What do you do if your hobby has gone too far, if you’re just yearning to kick it, get rid of it for good? It’s all right if you collect stamps – you just sell them (or chuck them as they seem to have lost the value) but what if the visible result of your hobby forms a shameful heap in the middle of your garden?
Simple! You use the stuff to build a house. At least that’s what amateur palaeontologist Thomas Boylen did when he realised that what he has on his hands is a big dud.

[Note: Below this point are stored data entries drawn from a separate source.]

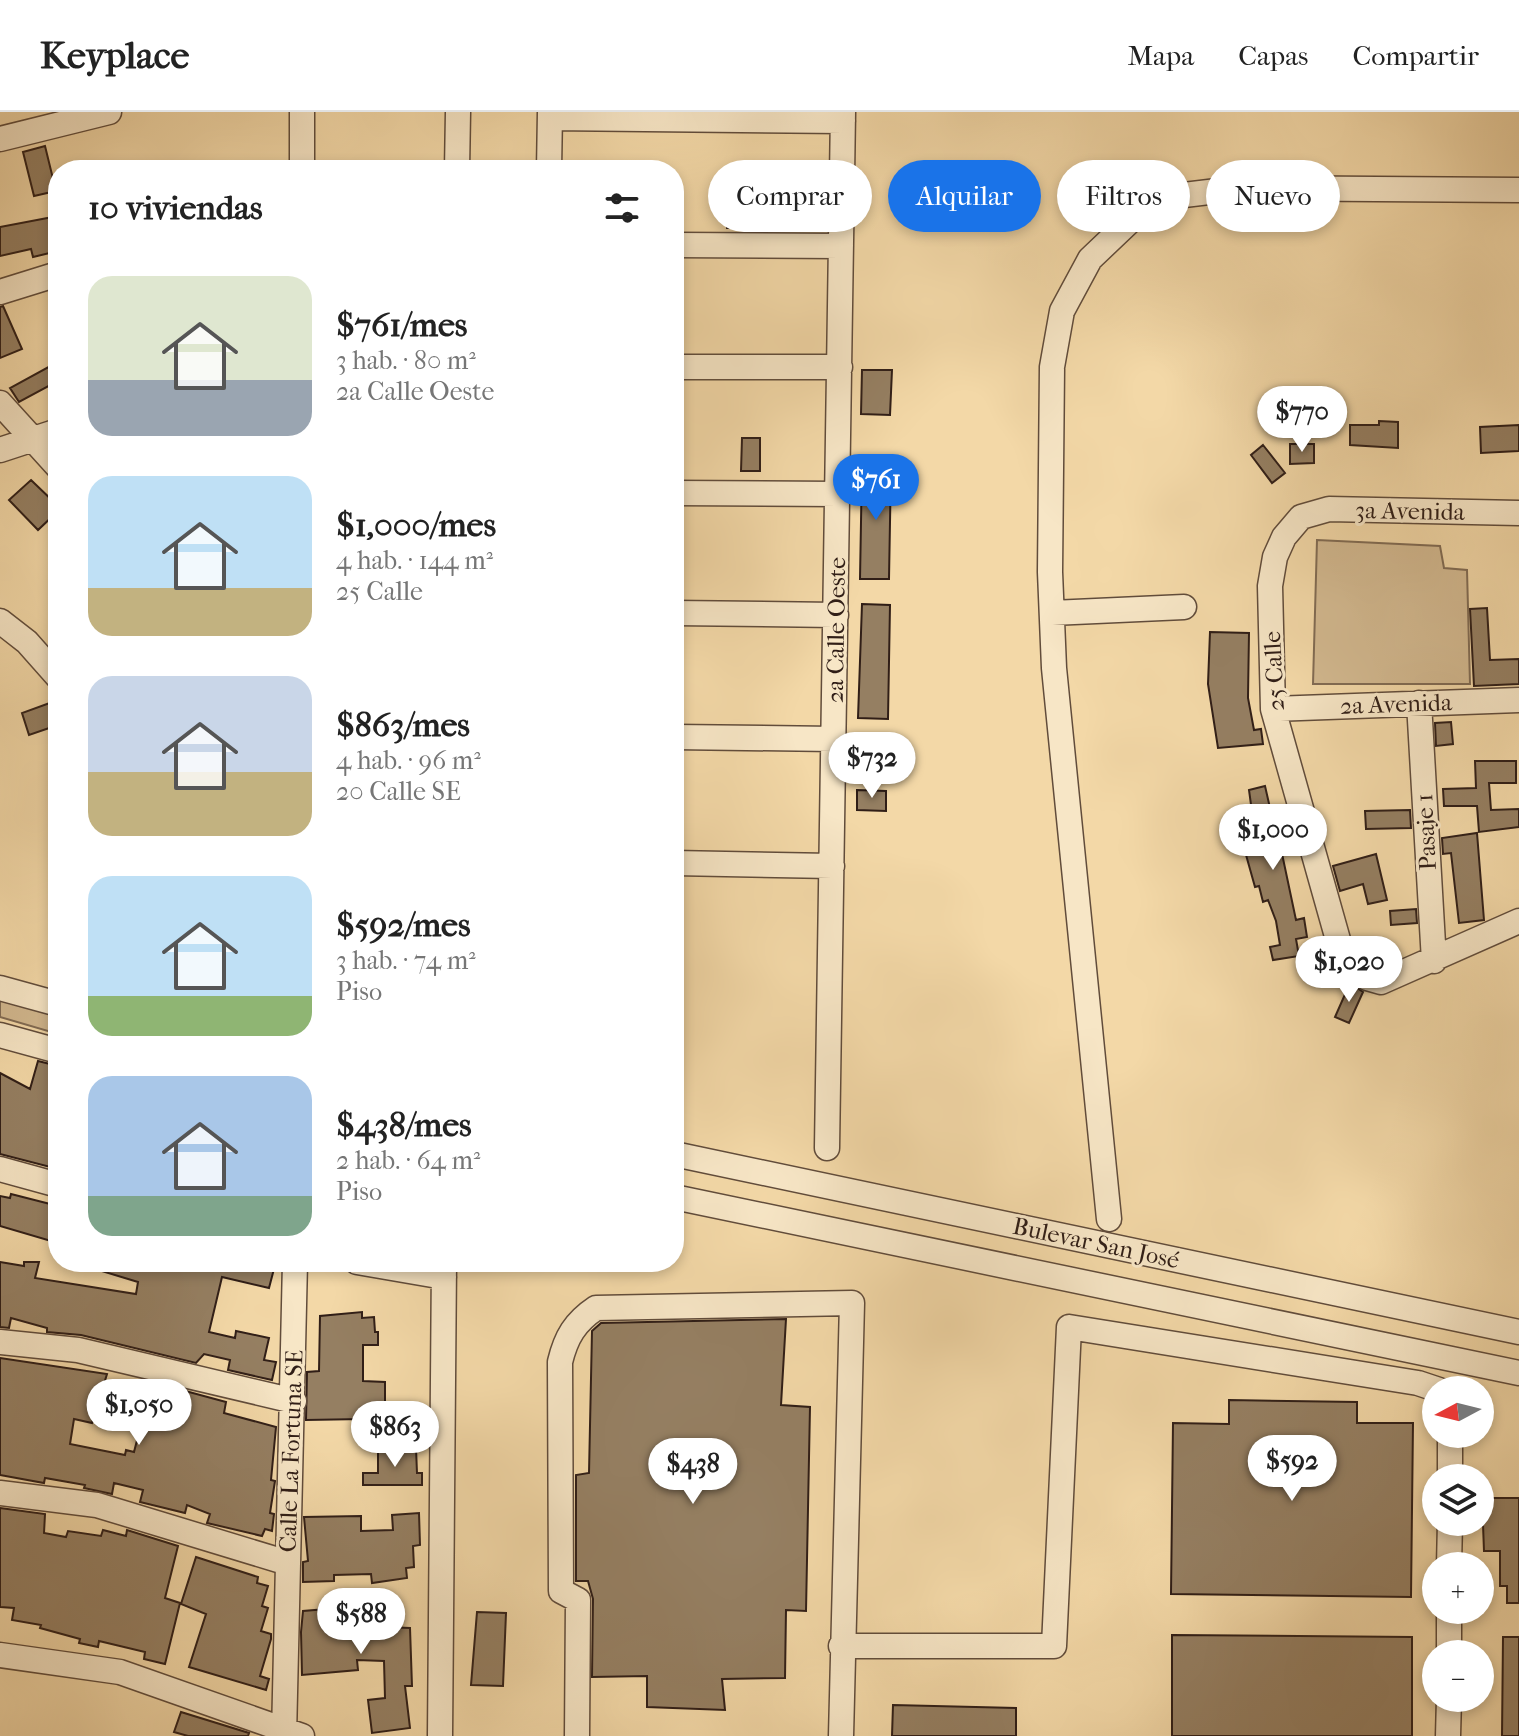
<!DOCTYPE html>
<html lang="es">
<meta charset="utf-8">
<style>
:root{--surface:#fff;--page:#f6f6f6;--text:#222;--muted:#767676;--line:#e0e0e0;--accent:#1a73e8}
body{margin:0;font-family:"IM FELL French Canon",serif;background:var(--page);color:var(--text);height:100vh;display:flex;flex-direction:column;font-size:30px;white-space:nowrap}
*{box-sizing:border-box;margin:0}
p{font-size:26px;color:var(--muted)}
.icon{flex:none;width:44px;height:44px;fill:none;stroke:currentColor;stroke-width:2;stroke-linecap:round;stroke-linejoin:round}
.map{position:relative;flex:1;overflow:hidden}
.panel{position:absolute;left:48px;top:48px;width:636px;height:1112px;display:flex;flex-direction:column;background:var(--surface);border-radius:32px;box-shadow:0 4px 12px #0003}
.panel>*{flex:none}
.top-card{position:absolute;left:708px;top:48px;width:690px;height:72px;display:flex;gap:16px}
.needle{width:52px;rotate:263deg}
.fabs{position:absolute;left:1422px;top:1264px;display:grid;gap:16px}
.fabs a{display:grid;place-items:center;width:72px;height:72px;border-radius:50%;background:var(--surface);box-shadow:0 4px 12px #0003;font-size:40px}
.price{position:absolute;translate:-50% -68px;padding:0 18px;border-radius:28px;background:#fff;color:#222;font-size:26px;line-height:52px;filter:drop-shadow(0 2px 4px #0008)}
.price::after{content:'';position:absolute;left:50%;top:48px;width:24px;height:18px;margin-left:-12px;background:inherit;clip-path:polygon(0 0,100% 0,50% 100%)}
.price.current{background:var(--accent);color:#fff}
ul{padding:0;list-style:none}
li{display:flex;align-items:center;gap:24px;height:200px;padding:0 40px}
li span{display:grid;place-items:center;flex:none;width:224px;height:160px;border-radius:24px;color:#555}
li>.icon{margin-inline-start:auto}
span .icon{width:96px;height:96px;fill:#fffc;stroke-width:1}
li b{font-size:34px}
h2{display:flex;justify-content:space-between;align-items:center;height:96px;padding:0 40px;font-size:34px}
.chip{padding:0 28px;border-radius:36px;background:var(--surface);box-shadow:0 4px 12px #0003;font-size:28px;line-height:72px}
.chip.current{background:var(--accent);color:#fff}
header{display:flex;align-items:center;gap:48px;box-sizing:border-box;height:112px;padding:0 40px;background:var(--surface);border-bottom:2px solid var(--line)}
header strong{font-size:38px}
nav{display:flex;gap:44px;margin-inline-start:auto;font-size:28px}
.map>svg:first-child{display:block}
</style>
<header>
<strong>Keyplace</strong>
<nav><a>Mapa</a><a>Capas</a><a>Compartir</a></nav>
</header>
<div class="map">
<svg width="1519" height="1624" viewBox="0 0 1519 1624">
<rect width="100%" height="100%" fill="#f3d8a7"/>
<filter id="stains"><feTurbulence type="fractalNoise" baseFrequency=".0025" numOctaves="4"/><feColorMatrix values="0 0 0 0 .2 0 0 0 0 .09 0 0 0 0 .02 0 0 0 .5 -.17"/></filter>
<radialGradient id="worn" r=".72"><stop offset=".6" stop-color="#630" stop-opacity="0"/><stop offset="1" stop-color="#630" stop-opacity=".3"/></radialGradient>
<path fill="#d2b88f" stroke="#816b53" stroke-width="2" d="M1317,428L1440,434L1444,456L1467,458L1470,572H1313Z
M0,868L58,885V922L0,905Z"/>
<path fill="#957f62" stroke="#301e17" stroke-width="2" d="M45,34L56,79L34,84L23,40Z
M776,81L818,82V115L775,117Z
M728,83H746V116H727Z
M58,104V139L33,145L31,137L0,144V115Z
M3,194L22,237L0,246V195Z
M54,252L58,269L19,290L10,276Z
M862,258H892L890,303L861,302Z
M1379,309L1398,310V336L1350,333V313H1379Z
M1519,313V339L1481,341L1480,315Z
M742,326H760V359H741Z
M1290,332H1314V351L1290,352Z
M1263,333L1285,361L1272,371L1251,343Z
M862,353H891L889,467H860Z
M31,368L58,394V399L38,418L9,388Z
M862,492L890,493L888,607L858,606Z
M1487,496L1490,548L1519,547V572L1474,574L1470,497Z
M1210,520L1249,521L1248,586L1254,618L1261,617L1263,632L1218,636L1208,572Z
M58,588V613L29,623L22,601Z
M1451,610L1453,632L1436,634L1435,611Z
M1475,649H1516V671H1489L1491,698L1519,697V715L1479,720L1477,694H1444L1443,677L1476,676Z
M1265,674L1270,696L1277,694L1284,714L1289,735L1281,737L1296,808L1304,806L1307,825L1296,827L1299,844L1273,848L1270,835L1280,833L1276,809L1268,788L1263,790L1259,774L1255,775L1241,725L1255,722L1249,678Z
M857,678L886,679V699L857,698Z
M1410,698L1411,716L1366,717L1365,699Z
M1477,721L1484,808L1459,811L1451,741L1443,742L1442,726Z
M1376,742L1387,788L1368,792L1363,772L1340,779L1333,754Z
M1416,797L1417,811L1391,813L1390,799Z
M1350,871L1363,880L1349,911L1335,905Z
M38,949L58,954V1057L0,1042V961L30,977Z
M11,1082L58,1094L51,1129L0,1114V1084L10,1086Z
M0,1150L24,1154V1150H39L35,1166L136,1182L138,1170L82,1153V1150L275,1153L269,1176L222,1165L209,1220L235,1226L236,1219L269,1226L264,1248L276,1250L272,1268L228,1258L230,1248L204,1242L196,1251L81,1223L47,1220V1216L11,1206L9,1216L0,1215Z
M362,1200V1206L374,1205L375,1220H378V1233H363V1269L385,1270V1307H377L378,1326H364L363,1307L306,1308L307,1260L319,1259L320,1204Z
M786,1207L781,1293L810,1295L806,1499L786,1498L785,1566L722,1567L725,1598L647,1595V1564L592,1565L593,1487L588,1469H576V1363L589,1361L592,1219L601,1211Z
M0,1246L107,1262L92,1311L74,1307L70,1332L125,1343L126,1338L134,1340L145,1297L161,1302L167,1274L226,1290L224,1301L276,1315L271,1368L275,1369L270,1401L274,1402L272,1419L265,1417L262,1424L207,1411L210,1402L187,1393L185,1401L140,1390L143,1378L114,1371L112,1382L84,1376L85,1373L45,1366L44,1371L0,1363Z
M1229,1288L1357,1290V1311H1413L1411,1485L1171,1482L1173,1311L1229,1312Z
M416,1336L417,1361H422V1373H363V1361H378V1337Z
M1482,1386H1519V1491H1507V1474H1500V1439H1484Z
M0,1396L45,1402L44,1421L66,1425L68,1419L101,1424L103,1418L126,1424L127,1418L178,1434L165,1486L180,1491L165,1552L144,1547L145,1540L99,1529L98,1535L79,1531L80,1527L40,1516L41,1513L12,1508L14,1496L0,1495Z
M419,1401L420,1433L413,1434L414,1455L406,1456L407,1466L372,1471L371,1462L334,1463V1469L303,1470V1450L308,1449L304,1405L361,1404V1419L393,1418L392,1403Z
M196,1445L258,1465L257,1471L268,1474L262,1494L268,1496L261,1519L271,1522V1527L260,1564L269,1567L266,1578L189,1555L206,1502L181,1492Z
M375,1493V1497H381L382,1515L410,1516L412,1574H405L410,1616L372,1621L368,1588L385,1586L384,1549L357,1548L358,1558L302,1563L301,1520L303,1499Z
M477,1500L506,1501L503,1574L471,1573Z
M1172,1523L1412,1525V1624H1172Z
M1503,1525H1519V1624H1502Z
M893,1593L1016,1596V1624H892Z
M181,1600L249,1621L248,1624H188L174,1620Z"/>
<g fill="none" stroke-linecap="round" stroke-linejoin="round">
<g stroke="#614c3b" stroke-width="27">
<path id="minor" d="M302,0V58
M550,6L843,9
M0,27L109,0
M457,58L458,0
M549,58L550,0
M674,133L841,134
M0,180L58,162
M674,255H840
M0,291L58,355
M0,338L58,319
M674,381L838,382
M1519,401L1329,397L1301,405L1284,425L1275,445L1270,474L1273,597L1342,842L1367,866L1381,870L1519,809
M674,501L836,503
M1052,501L1184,495
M0,509L27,530L58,565
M1419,591L1434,849
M1273,597L1519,588
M674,625L834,627
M674,751L832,754
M0,876L58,892
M0,923L58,939
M827,1036L843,0
M674,1042L1519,1220
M0,1057L58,1073
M674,1085L1519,1261
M1109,1107L1054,556L1050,460L1052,255L1062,199L1090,147L1131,108L1184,83L1242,76L1519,78
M357,1150L444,1165
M0,1230L78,1238L294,1289
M1450,1366V1322
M0,1381L97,1393L288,1451
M1449,1454L1450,1410
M841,1534H1054L1069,1215L1418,1271L1439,1278
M1449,1542V1498
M0,1543L120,1560L302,1624
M284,1624L295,1150
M440,1624L444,1150
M577,1624L578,1488L561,1479L560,1250C566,1225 575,1210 596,1196L852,1191L841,1624
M1448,1624L1449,1586"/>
</g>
<use href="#minor" stroke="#f7e6c6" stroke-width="24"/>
</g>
<g text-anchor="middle" stroke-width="6" stroke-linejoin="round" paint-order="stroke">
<g font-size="24" fill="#301e17" stroke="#f7e6c6">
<text transform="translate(1410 399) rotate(1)" y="8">3a Avenida</text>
<text transform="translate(836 518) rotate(-89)" y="8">2a Calle Oeste</text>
<text transform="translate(1274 559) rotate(-93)" y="8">25 Calle</text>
<text transform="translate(1396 592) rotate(-2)" y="8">2a Avenida</text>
<text transform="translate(1426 720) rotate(-93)" y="8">Pasaje 1</text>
<text transform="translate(1096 1131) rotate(12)" y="8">Bulevar San José</text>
<text transform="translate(291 1339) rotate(-88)" y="8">Calle La Fortuna SE</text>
</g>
</g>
<rect width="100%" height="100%" filter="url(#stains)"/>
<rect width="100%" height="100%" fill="url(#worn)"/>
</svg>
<div class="fabs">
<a><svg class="needle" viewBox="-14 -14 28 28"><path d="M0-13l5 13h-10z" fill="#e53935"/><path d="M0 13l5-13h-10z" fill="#767676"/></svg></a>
<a><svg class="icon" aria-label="layers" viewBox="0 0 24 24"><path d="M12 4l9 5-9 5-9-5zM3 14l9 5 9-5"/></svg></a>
<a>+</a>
<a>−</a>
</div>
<b class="price" style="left:1302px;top:342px">$770</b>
<b class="price current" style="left:876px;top:410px">$761</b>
<b class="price" style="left:872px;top:688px">$732</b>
<b class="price" style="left:1273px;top:760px">$1,000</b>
<b class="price" style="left:1349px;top:892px">$1,020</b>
<b class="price" style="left:139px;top:1335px">$1,050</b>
<b class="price" style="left:395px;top:1357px">$863</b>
<b class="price" style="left:1292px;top:1391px">$592</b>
<b class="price" style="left:693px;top:1394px">$438</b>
<b class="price" style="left:361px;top:1544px">$588</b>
<div class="top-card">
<a class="chip">Comprar</a>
<a class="chip current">Alquilar</a>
<a class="chip">Filtros</a>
<a class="chip">Nuevo</a>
</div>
<section class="panel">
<h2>10 viviendas<svg class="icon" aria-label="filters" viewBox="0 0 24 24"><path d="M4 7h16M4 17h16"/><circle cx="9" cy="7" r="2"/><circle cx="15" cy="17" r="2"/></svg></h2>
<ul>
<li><span style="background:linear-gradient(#dfe7d0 65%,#9aa5b1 0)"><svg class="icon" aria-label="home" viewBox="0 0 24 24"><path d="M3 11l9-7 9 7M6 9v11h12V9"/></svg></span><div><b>$761/mes</b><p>3 hab. · 80 m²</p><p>2a Calle Oeste</p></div></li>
<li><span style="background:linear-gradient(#bfe0f5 70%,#c2b280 0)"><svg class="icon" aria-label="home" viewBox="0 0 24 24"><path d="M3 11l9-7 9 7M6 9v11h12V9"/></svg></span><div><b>$1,000/mes</b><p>4 hab. · 144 m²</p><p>25 Calle</p></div></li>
<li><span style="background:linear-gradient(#c9d6e8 60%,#c2b280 0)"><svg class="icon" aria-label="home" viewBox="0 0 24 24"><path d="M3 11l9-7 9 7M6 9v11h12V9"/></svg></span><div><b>$863/mes</b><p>4 hab. · 96 m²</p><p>20 Calle SE</p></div></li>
<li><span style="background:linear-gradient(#bfe0f5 75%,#8fb573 0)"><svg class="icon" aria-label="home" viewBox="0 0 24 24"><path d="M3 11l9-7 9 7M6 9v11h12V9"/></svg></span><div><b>$592/mes</b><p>3 hab. · 74 m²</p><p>Piso</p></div></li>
<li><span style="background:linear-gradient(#a9c7e8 75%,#7fa58c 0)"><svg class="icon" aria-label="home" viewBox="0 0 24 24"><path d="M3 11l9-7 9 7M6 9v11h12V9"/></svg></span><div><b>$438/mes</b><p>2 hab. · 64 m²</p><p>Piso</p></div></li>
</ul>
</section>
</div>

He was busying himself excavating fragments of dinosaur skeletons for almost 20 years. Boylen’s hope was to collect enough fossil material to build a complete dinosaur skeleton. Unfortunately, it seemed that Wyoming was inhabited by all possible types of large and small dinosaurs.
So the enthusiastic palaeontologist ended up with body parts belonging to different dinosaurs and although he could have gone all funny by constructing a non-existent dinosaur, he decided to have a more serious approach and kick his habit by using the bone fragments to build a house. It took him 5796 bone fragments to finish the house.
Majority of fossil material is as hard (or even harder) as rock and makes a good material. I can see the professional palaeontologists fainting, so I’ll better stop. You can find the house, now called the Fossil Cabin Museum, it can be found not far from a little town called Medicine Bow. If you happen to be in Wyoming, by all means pay this ultimate recycled house a visit.